GameStop (NYSE:GME) announced its fourth-quarter results late on Tuesday, bringing in mixed results that included in-line earnings, a revenue miss and a failure to unveil a full-year outlook.
The Grapevine, Texas-based video game retailer said that for its last three months of its fiscal 2018 it brought in net losses of $187.7 million, which came in at roughly $1.84 per share.

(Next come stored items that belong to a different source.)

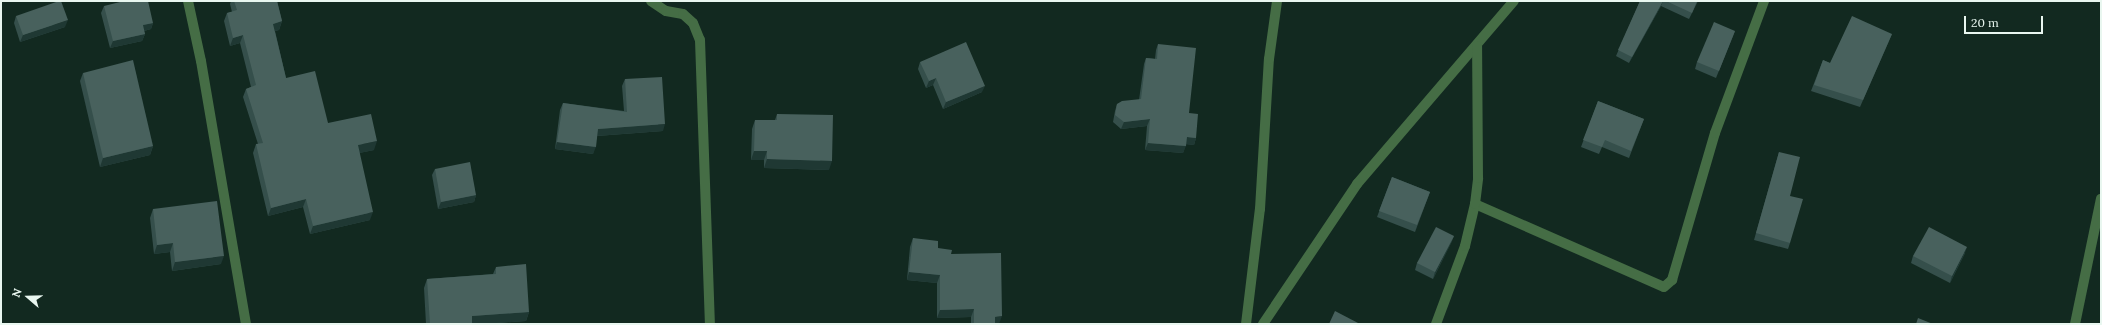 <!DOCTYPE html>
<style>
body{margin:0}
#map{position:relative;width:2102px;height:325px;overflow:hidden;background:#122920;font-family:Lora,serif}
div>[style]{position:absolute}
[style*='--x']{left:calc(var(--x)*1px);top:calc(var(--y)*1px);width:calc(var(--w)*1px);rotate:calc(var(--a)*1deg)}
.minor>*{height:10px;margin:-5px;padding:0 5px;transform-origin:5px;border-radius:5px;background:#456d45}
.wall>*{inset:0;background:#354f4b}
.shaded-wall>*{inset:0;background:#1f3833}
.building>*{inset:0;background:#48615d}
span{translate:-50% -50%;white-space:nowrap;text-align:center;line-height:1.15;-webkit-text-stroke:3px #122920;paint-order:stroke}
.frame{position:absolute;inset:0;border:2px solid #e9f7f0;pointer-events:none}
.north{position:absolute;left:8px;top:277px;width:40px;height:40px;-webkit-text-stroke:3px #122920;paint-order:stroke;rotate:290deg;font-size:11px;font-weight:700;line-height:16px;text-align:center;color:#e9f7f0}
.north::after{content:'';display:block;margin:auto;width:14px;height:18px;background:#e9f7f0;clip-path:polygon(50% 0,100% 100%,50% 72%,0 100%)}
.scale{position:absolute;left:1964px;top:16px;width:79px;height:18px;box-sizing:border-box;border:2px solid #e9f7f0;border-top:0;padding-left:5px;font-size:12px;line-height:14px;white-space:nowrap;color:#e9f7f0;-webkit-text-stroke:3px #122920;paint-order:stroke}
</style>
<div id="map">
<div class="minor">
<div style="--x:188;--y:1;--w:61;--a:77.8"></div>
<div style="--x:201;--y:61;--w:267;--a:80.3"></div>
<div style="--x:651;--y:1;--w:18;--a:34"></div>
<div style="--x:666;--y:11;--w:17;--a:10"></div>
<div style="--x:683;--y:14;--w:13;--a:42"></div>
<div style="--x:693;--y:23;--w:18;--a:68"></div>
<div style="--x:700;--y:40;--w:284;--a:88"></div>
<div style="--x:1475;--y:204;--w:206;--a:23.7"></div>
<div style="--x:1664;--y:287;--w:11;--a:-41"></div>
<div style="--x:1672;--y:280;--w:153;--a:-73.7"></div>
<div style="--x:1715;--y:133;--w:141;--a:-69.6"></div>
<div style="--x:1246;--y:324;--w:116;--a:-83.1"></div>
<div style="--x:1260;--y:209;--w:150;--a:-86.6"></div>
<div style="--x:1269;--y:59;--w:59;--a:-82.1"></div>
<div style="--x:1263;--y:324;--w:169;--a:-56.1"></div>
<div style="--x:1357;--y:184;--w:241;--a:-49.4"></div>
<div style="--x:1436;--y:324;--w:83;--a:-69.6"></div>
<div style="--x:1465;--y:246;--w:43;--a:-76.6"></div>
<div style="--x:1475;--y:204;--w:26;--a:-83"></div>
<div style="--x:1478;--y:178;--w:132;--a:-90.4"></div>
<div style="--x:2075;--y:324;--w:128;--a:-78.3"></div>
</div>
<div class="wall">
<div style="clip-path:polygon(231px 1px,277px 1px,282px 21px,279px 30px,275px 31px,286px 78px,328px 123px,374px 150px,359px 153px,370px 220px,310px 234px,303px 207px,268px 216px,253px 153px,256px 144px,258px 144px,243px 97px,246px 89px,251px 87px,240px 43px,230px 46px,224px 21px,227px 13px,232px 12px,230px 4px)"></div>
<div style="clip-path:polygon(1640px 1px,1698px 1px,1689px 19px,1661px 6px,1629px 63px,1616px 56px)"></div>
<div style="clip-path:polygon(104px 6px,153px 23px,151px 29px,144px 31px,145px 34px,142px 41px,110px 48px,101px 13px)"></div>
<div style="clip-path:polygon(16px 16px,65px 27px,20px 42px,14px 23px)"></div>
<div style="clip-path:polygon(1735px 31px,1716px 78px,1695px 69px,1697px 62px)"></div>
<div style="clip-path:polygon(1892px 34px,1860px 107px,1811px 91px,1823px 60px,1830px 63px)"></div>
<div style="clip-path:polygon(1158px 44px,1189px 113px,1196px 138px,1194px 145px,1186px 144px,1183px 153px,1145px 150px,1147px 126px,1121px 129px,1113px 122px,1115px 111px,1117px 104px,1139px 100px,1144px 64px,1146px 58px,1155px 59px,1156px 50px)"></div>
<div style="clip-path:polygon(920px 62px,982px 92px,943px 109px,933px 85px,926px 88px,918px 69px)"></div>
<div style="clip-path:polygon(83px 73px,153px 146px,150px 155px,100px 167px,80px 81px)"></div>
<div style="clip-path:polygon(625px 79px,663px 131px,597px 136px,593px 154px,555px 149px,560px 110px,563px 103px,624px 111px,622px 86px)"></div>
<div style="clip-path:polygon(1598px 101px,1644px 119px,1629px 158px,1602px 147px,1599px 154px,1581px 147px)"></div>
<div style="clip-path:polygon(777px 114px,829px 170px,764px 168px,764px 160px,751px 160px,752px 129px,755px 120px,775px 120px)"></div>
<div style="clip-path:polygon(1779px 152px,1790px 243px,1788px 249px,1754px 240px)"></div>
<div style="clip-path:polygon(435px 169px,476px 195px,474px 202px,438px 209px,432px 175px)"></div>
<div style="clip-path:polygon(1392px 177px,1430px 192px,1415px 232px,1377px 217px)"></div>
<div style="clip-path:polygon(153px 209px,221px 264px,172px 271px,170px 252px,154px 254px,150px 218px)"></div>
<div style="clip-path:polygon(1454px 236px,1451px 243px,1433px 279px,1415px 270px,1417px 263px)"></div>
<div style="clip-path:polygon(913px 238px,951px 254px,999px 324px,971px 324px,971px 317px,937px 318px,937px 283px,907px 280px,910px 247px)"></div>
<div style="clip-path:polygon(1965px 253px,1950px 283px,1911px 263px,1913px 256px)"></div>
<div style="clip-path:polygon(496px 267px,529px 312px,526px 321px,482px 324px,426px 324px,424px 288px,427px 279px,493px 274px)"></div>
</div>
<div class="shaded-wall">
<div style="clip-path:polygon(1663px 1px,1661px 6px,1629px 63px,1632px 57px)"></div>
<div style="clip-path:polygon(68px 20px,65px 27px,20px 42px,23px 35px)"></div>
<div style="clip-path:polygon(282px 21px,279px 30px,270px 32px,273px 24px)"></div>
<div style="clip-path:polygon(153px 23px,151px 29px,140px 32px,143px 25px)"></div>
<div style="clip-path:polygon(145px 34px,142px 41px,110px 48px,113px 41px)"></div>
<div style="clip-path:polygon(1892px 34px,1889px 40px,1860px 107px,1863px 100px)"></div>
<div style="clip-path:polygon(243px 35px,240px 43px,230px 46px,233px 38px)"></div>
<div style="clip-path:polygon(936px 78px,933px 85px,926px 88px,929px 81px)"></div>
<div style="clip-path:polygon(985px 86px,982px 92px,943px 109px,946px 102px)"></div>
<div style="clip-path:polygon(1150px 119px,1147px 126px,1121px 129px,1124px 122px)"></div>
<div style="clip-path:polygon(665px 124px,663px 131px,596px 136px,598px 129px)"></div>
<div style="clip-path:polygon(1187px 137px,1196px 138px,1194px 145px,1184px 144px)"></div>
<div style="clip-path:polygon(377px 141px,374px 150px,355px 154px,358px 145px)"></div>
<div style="clip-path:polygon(557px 142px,596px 147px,593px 154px,555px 149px)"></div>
<div style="clip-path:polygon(1148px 143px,1186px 146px,1183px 153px,1145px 150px)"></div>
<div style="clip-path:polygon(153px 146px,150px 155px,100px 167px,103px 158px)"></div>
<div style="clip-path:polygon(754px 151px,767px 151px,764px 160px,751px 160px)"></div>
<div style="clip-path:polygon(767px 159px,832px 161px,829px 170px,764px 168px)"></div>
<div style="clip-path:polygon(476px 195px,474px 202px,438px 209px,441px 202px)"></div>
<div style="clip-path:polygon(306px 199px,303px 207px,268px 216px,271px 208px)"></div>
<div style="clip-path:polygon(373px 212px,370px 220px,310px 234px,313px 226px)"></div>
<div style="clip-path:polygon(1454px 236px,1451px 243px,1433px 279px,1435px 272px)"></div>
<div style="clip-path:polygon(173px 243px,170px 252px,154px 254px,157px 245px)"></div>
<div style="clip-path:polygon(1967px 247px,1965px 253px,1950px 283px,1952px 276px)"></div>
<div style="clip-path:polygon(224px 256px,221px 264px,172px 271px,175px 262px)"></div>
<div style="clip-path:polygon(909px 272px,940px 275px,937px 283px,907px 280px)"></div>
<div style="clip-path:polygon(974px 309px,971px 317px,937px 318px,940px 310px)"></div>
<div style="clip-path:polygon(529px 312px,526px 321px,482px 324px,469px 324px,472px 316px)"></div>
<div style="clip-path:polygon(1002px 316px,999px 324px,992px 324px,995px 317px)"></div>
</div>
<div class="building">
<div style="clip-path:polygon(59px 1px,61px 1px,68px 20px,23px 35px,16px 16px)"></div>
<div style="clip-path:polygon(124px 1px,148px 1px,153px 23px,143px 25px,145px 34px,113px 41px,104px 6px)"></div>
<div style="clip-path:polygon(234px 1px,277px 1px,282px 21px,273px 24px,286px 78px,315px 71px,328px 123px,371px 114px,377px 141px,358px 145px,373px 212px,313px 226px,306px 199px,271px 208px,256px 144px,263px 143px,246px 89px,256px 85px,243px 35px,233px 38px,227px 13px,237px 10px)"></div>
<div style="clip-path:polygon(1640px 1px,1663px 1px,1632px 57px,1618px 50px)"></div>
<div style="clip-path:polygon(1666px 1px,1697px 1px,1692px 13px)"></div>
<div style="clip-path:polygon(1852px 16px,1892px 34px,1863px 100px,1814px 85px,1823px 60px,1830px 63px)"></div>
<div style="clip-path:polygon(1714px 22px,1735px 31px,1719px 71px,1697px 62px)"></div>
<div style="clip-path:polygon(966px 42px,985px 86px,946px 102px,936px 78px,929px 81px,920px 62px)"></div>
<div style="clip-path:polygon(1158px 44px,1196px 48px,1189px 113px,1198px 114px,1196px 138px,1187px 137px,1186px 146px,1148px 143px,1150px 119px,1124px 122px,1115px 115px,1117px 104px,1122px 101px,1141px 99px,1146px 58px,1157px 59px)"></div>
<div style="clip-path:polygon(133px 60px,153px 146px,103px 158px,83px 73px)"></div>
<div style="clip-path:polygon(662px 77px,665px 124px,598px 129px,596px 147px,557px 142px,563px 103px,627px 112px,625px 79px)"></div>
<div style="clip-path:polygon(1598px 101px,1644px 119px,1631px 151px,1605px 140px,1602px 147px,1583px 140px)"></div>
<div style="clip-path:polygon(777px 114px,833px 115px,832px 161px,767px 159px,767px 151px,754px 151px,755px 120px,777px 120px)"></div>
<div style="clip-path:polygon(1779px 152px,1800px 157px,1790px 196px,1803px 199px,1790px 243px,1756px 233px)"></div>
<div style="clip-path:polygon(470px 162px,476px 195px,441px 202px,435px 169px)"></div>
<div style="clip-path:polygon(1392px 177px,1430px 192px,1417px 225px,1379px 211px)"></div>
<div style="clip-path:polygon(217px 201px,224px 256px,175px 262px,173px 243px,157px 245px,153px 209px)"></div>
<div style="clip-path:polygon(1436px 227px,1454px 236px,1435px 272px,1417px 263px)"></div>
<div style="clip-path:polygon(1929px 227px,1967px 247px,1952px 276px,1913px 256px)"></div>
<div style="clip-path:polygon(913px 238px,938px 241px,938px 248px,952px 250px,951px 254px,1001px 253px,1002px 316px,995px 317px,995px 324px,974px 324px,974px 309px,940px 310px,940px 275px,909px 272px)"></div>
<div style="clip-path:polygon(526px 264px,529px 312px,472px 316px,472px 324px,430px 324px,427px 279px,496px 274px,496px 267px)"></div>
<div style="clip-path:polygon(1335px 311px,1360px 324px,1329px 324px)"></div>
<div style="clip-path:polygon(1918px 318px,1933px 324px,1916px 324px)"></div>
</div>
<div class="frame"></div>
<div class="north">N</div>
<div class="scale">20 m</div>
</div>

This was wider than its losses of $105.9 million, or $1.04 per share from the year-ago quarter.
GameStop added that, on an adjusted basis when considering goodwill impairment, store closure costs and tax effects, earnings tallied up to $1.60 per share, below the $2.02 per share from its fourth quarter of 2017. Analysts were calling for the business to bring in adjusted earnings of $1.60 per share, according to data compiled by FactSet.

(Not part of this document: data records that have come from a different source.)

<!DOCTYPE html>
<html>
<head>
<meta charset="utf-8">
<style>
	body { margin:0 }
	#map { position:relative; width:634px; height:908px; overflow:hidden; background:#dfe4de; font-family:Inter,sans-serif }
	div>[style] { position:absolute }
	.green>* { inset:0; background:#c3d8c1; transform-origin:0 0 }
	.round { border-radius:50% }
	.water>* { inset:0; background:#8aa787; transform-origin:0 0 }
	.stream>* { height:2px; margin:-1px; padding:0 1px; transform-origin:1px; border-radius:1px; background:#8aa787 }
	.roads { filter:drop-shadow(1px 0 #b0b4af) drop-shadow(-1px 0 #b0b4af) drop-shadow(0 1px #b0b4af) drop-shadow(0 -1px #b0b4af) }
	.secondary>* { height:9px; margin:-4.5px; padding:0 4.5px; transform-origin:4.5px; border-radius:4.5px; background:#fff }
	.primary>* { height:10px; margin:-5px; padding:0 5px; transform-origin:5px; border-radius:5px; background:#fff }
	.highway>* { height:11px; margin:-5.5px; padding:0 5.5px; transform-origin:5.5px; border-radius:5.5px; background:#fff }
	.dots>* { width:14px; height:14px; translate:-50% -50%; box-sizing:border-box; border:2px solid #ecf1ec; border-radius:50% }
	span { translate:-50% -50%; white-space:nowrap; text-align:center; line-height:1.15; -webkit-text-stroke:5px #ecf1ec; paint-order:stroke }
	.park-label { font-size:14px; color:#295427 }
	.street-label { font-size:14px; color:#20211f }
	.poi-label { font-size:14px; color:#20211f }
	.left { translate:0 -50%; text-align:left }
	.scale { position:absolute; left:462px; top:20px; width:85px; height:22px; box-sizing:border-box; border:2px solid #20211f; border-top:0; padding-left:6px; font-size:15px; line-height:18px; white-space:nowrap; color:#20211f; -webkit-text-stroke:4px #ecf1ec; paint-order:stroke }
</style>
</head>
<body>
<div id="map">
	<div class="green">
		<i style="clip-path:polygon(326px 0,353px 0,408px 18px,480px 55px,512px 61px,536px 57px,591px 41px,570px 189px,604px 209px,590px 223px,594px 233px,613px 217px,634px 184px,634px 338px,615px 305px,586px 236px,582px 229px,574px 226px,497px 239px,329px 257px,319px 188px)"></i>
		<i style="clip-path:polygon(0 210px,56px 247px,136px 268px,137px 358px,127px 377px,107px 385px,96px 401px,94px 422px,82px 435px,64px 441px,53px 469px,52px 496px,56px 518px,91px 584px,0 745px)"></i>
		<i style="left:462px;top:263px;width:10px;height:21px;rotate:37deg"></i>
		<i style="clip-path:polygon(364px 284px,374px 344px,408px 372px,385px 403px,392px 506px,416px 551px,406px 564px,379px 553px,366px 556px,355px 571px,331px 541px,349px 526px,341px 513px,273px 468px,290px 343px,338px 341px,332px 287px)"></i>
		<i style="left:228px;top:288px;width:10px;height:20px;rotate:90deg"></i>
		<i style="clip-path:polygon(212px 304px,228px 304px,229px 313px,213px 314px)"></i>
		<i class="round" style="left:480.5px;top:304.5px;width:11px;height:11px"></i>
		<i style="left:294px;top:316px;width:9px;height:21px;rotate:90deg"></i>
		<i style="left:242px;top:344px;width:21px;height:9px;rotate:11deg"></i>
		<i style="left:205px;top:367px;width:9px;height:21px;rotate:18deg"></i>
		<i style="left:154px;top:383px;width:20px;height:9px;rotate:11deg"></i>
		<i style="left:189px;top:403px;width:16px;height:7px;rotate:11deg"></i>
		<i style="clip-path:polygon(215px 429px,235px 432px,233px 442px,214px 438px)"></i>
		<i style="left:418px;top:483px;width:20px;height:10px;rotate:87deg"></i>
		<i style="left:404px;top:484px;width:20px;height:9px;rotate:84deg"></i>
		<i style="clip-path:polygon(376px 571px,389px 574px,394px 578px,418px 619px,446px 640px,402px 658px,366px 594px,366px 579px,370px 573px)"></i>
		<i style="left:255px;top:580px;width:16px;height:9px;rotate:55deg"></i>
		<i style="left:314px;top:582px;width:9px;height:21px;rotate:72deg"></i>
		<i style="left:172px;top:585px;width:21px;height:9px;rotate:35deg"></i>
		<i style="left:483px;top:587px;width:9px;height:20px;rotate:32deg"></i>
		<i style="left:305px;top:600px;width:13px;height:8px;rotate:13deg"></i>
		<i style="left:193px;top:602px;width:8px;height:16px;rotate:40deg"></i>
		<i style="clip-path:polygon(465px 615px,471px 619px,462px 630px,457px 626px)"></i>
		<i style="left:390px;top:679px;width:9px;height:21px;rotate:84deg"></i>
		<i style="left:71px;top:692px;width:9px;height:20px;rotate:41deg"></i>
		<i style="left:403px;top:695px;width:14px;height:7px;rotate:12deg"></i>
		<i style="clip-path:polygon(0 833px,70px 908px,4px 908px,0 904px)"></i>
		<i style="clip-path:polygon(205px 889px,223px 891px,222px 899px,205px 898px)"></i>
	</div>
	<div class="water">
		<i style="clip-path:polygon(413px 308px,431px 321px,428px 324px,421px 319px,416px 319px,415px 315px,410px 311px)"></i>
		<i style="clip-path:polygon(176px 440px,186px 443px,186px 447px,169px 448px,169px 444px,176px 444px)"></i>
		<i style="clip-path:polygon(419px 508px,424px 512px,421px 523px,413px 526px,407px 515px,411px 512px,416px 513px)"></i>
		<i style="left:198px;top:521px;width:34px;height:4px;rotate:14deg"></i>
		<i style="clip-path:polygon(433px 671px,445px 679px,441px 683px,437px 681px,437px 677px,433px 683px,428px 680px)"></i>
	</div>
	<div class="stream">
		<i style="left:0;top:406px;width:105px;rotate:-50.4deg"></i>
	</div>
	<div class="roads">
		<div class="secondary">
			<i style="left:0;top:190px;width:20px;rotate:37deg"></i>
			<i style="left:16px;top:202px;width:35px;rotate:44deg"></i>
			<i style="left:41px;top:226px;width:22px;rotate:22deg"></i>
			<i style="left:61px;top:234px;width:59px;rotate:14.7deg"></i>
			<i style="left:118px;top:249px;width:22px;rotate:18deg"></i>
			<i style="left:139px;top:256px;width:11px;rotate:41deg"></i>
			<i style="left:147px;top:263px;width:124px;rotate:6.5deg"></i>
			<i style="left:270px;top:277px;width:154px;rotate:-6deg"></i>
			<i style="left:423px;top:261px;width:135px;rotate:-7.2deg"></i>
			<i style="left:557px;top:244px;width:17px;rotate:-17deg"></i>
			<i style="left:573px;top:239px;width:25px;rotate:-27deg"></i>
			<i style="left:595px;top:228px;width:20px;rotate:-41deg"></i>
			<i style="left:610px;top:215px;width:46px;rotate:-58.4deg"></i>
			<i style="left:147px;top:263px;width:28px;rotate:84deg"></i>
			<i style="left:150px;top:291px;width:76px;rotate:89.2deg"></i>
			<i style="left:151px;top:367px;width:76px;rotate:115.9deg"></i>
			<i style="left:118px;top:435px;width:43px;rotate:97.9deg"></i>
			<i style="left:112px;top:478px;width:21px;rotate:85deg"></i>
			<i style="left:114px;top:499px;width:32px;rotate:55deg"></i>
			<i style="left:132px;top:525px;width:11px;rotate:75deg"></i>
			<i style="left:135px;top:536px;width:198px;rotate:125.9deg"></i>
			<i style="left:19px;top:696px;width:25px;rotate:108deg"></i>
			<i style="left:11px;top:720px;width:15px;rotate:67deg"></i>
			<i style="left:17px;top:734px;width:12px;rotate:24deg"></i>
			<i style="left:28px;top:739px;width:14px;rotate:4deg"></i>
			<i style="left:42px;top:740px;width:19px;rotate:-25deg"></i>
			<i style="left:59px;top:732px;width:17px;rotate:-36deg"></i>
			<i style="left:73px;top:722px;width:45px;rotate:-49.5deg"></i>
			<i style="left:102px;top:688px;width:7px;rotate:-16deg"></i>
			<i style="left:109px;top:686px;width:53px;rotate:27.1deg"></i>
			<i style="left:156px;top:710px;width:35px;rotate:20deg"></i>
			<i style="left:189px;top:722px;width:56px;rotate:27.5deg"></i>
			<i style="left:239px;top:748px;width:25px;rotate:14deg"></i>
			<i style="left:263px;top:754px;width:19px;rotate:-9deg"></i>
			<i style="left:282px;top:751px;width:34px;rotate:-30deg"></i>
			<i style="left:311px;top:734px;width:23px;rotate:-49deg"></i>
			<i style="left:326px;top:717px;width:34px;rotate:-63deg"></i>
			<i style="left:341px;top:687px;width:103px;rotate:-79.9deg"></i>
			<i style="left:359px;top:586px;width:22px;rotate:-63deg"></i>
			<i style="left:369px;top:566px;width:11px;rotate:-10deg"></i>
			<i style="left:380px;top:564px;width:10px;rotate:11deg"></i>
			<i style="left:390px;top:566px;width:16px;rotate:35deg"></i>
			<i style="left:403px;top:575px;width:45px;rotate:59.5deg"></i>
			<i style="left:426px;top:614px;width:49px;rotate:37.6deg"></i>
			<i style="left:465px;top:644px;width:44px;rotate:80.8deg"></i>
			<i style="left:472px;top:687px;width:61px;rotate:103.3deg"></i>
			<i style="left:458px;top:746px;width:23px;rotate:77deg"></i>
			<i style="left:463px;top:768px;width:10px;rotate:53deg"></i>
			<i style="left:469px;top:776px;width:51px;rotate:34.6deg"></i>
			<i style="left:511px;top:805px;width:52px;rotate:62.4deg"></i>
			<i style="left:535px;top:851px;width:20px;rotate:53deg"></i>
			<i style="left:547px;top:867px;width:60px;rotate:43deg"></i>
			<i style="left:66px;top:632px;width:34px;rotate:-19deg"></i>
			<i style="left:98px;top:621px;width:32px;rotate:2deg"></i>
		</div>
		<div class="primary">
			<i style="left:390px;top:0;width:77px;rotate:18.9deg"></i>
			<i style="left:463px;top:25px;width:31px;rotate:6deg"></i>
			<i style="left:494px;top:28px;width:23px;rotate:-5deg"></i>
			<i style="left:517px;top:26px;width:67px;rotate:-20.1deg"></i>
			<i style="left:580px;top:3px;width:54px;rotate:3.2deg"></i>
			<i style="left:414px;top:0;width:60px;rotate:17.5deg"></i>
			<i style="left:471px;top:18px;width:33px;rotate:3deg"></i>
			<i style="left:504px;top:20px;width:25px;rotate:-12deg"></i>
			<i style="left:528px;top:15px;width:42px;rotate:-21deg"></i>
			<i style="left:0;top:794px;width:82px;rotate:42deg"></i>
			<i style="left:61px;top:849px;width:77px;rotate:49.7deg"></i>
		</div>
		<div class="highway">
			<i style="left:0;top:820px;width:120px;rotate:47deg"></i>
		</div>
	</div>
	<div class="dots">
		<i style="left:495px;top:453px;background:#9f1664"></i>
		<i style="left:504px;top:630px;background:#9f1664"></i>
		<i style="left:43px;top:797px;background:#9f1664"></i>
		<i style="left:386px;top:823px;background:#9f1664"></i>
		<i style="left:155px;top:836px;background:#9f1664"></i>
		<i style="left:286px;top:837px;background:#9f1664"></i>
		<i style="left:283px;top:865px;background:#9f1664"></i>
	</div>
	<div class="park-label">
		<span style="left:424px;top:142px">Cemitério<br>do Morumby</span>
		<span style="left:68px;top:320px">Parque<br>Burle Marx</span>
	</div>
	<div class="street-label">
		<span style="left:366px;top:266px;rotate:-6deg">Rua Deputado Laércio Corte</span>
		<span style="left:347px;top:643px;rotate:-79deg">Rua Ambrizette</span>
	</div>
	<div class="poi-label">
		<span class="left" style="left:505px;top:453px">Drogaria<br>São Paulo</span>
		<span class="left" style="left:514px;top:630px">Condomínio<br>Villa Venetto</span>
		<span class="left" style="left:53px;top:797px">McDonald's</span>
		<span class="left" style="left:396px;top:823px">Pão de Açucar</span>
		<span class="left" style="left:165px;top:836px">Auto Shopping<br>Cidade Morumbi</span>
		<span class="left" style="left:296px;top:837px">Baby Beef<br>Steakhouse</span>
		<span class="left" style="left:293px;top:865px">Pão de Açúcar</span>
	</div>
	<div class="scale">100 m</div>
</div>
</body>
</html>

The company also brought in sales of $3.06 billion for the period, a 7.8% drop when compared to the $3.32 billion it amassed during the year-ago quarter. Wall Street was projecting for GameStop to rake in revenue of $3.28 billion, according to a survey of analysts conducted by FactSet.
For its first quarter of 2019, analysts see earnings at 17 cents per share and revenue reaching $1.69 billion, while GameStop predicts sales to slide 5% to 10% year-over-year to go along with a loss of up to 5 cents per share for the period. The company did not reveal a guidance for its fiscal 2019.
GME stock fell 2.6% during regular trading Tuesday, then plummeted 8% after hours following its earnings results.